What the task requires = Which of the lines below holds the string "data"? Copy every line that does.

☆ ☆ ☆ ☆ ☆

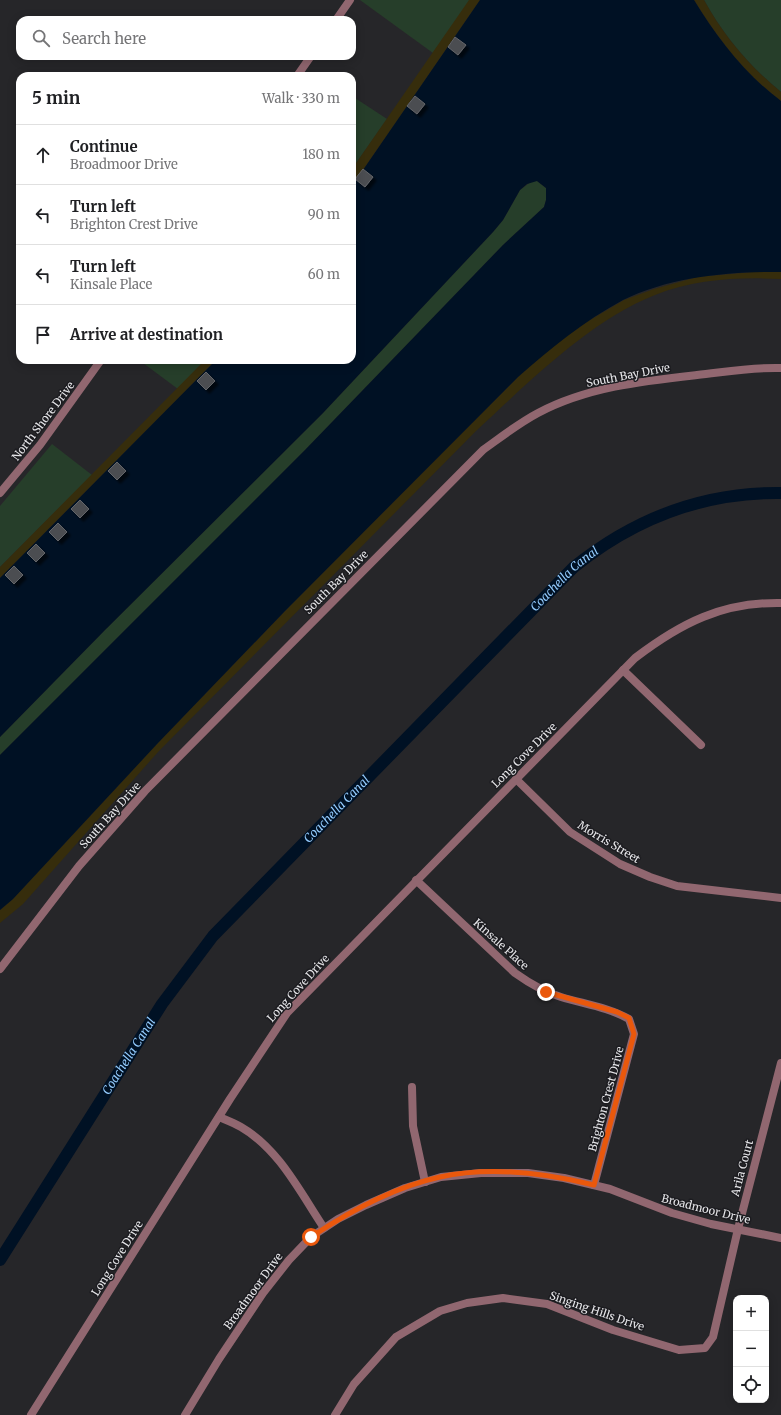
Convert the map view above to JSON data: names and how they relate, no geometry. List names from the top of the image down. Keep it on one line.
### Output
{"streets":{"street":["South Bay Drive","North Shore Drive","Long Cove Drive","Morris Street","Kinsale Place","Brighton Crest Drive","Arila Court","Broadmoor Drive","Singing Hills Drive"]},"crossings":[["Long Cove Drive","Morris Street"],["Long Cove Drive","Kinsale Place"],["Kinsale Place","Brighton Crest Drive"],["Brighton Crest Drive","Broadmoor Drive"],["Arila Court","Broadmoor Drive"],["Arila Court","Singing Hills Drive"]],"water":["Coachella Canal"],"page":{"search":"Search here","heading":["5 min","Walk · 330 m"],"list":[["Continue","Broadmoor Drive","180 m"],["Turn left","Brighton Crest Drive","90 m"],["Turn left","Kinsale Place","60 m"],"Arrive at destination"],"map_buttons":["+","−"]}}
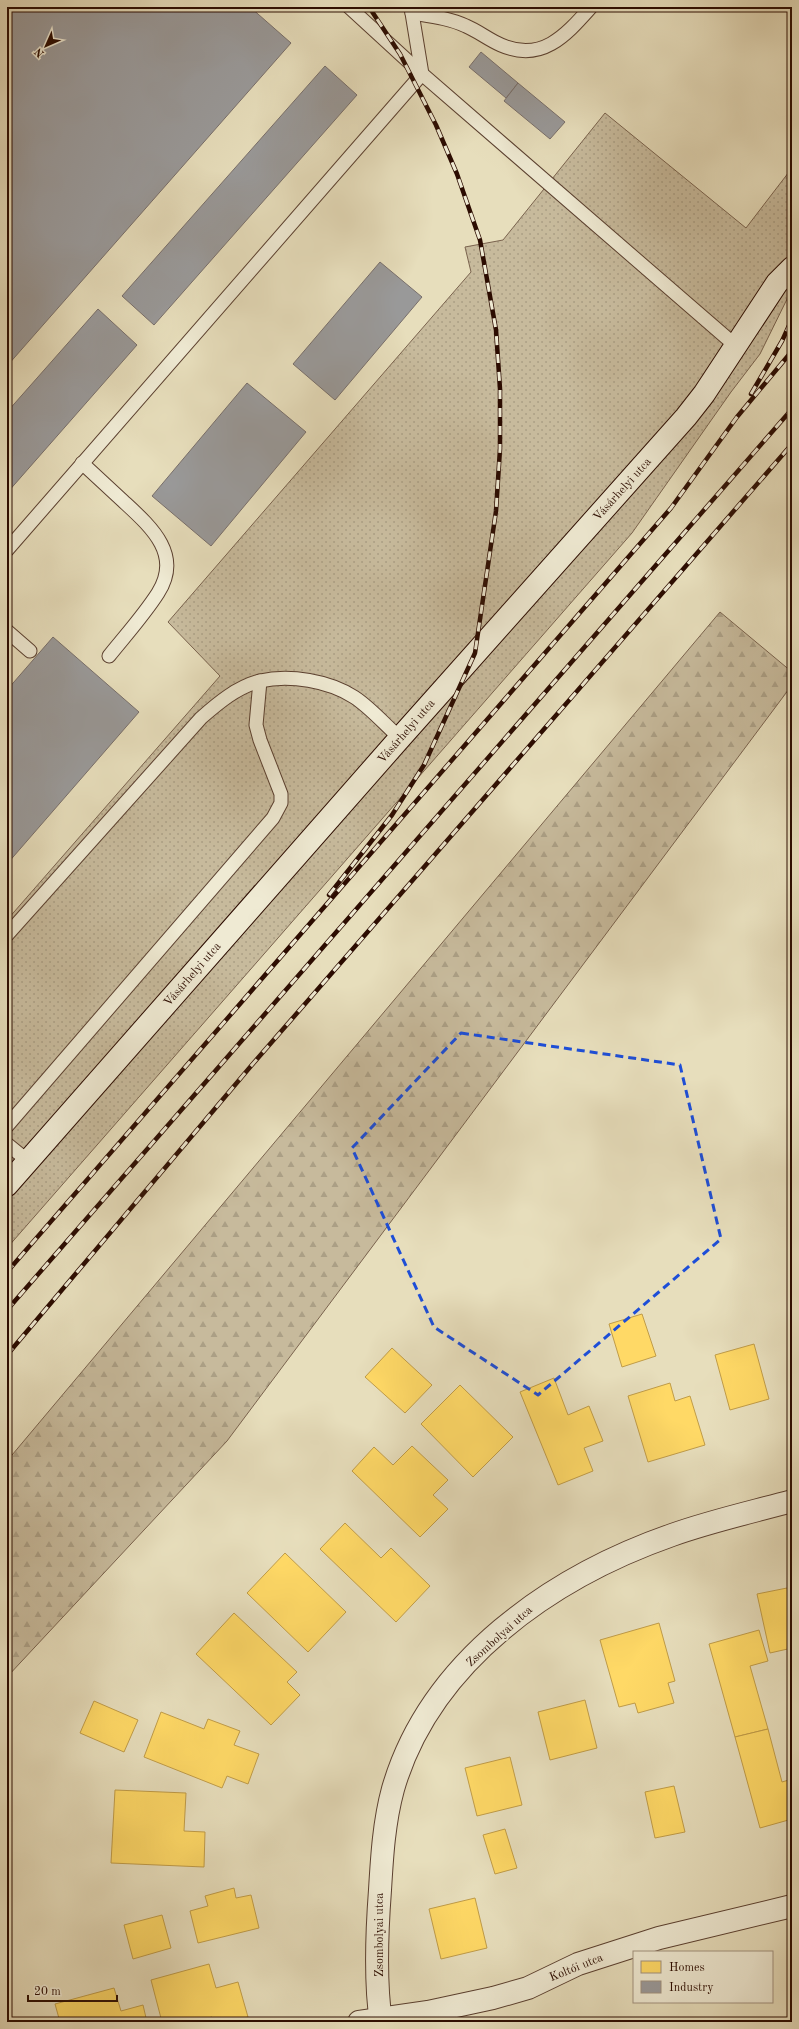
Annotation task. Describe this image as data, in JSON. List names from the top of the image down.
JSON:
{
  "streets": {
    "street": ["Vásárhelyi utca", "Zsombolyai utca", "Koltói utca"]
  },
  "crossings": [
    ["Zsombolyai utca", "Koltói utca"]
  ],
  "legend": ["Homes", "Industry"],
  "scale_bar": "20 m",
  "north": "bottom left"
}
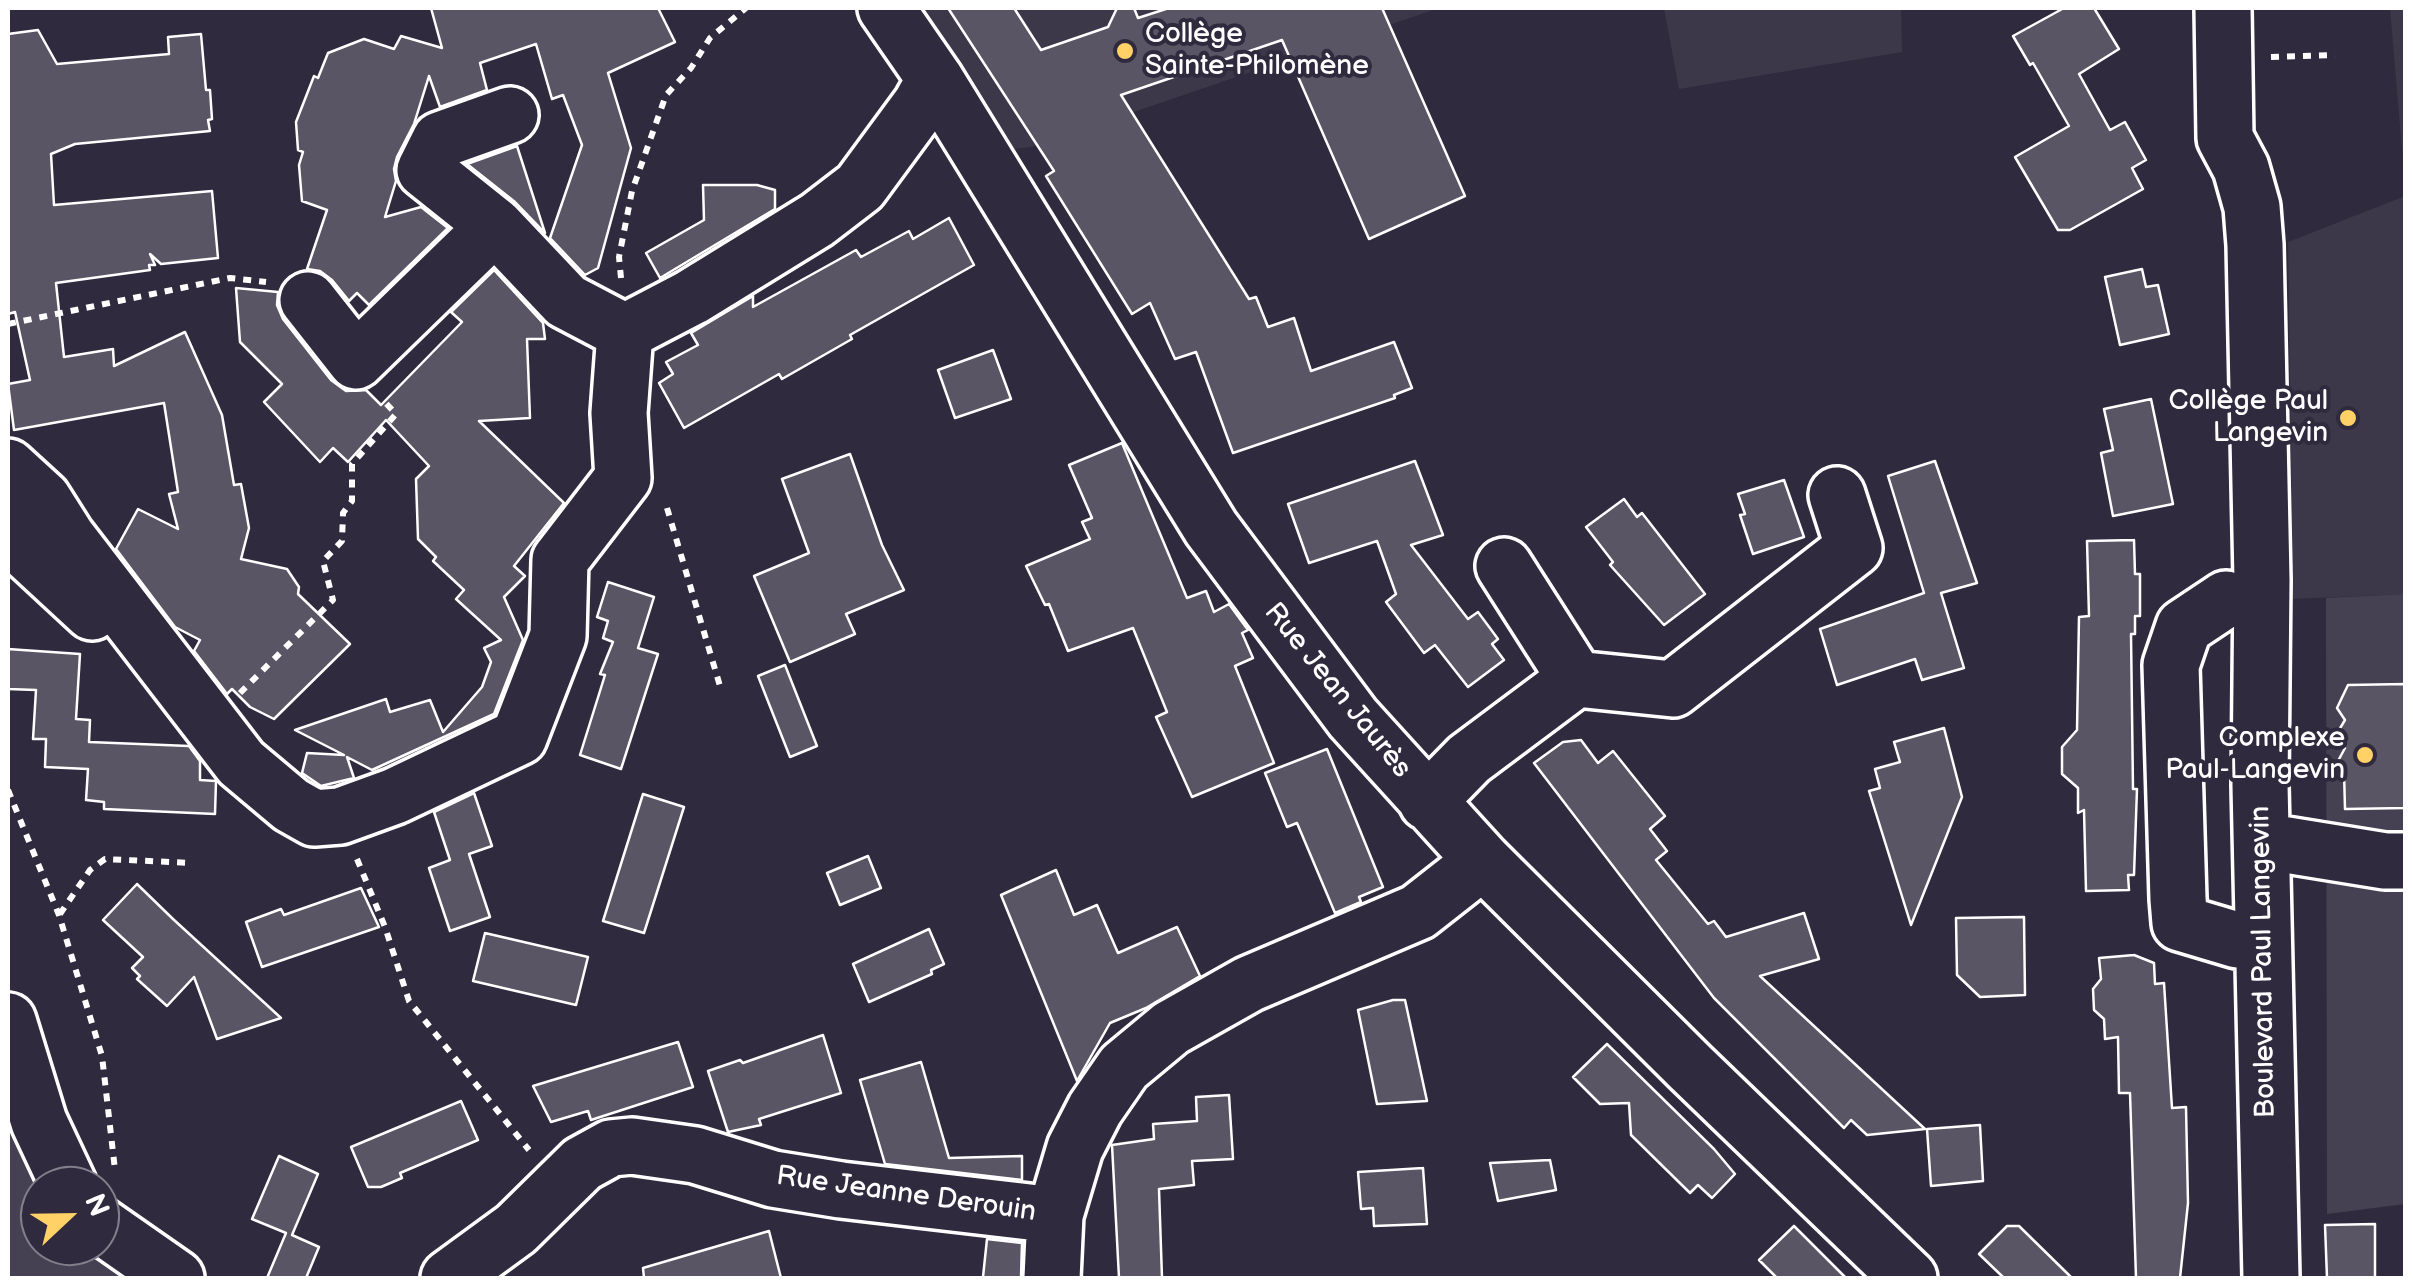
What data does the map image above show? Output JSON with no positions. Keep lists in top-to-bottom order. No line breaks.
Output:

☆ ☆ ☆ ☆ ☆

Task response =
Convert the map view above to JSON data: names and how they relate, no geometry. List names from the top of the image down. Keep it on one line.
Annotation task. Describe this image as data, in JSON. List names from the top of the image down.
What data does the map image above show? Output JSON with no positions. Keep lists in top-to-bottom order. No line breaks.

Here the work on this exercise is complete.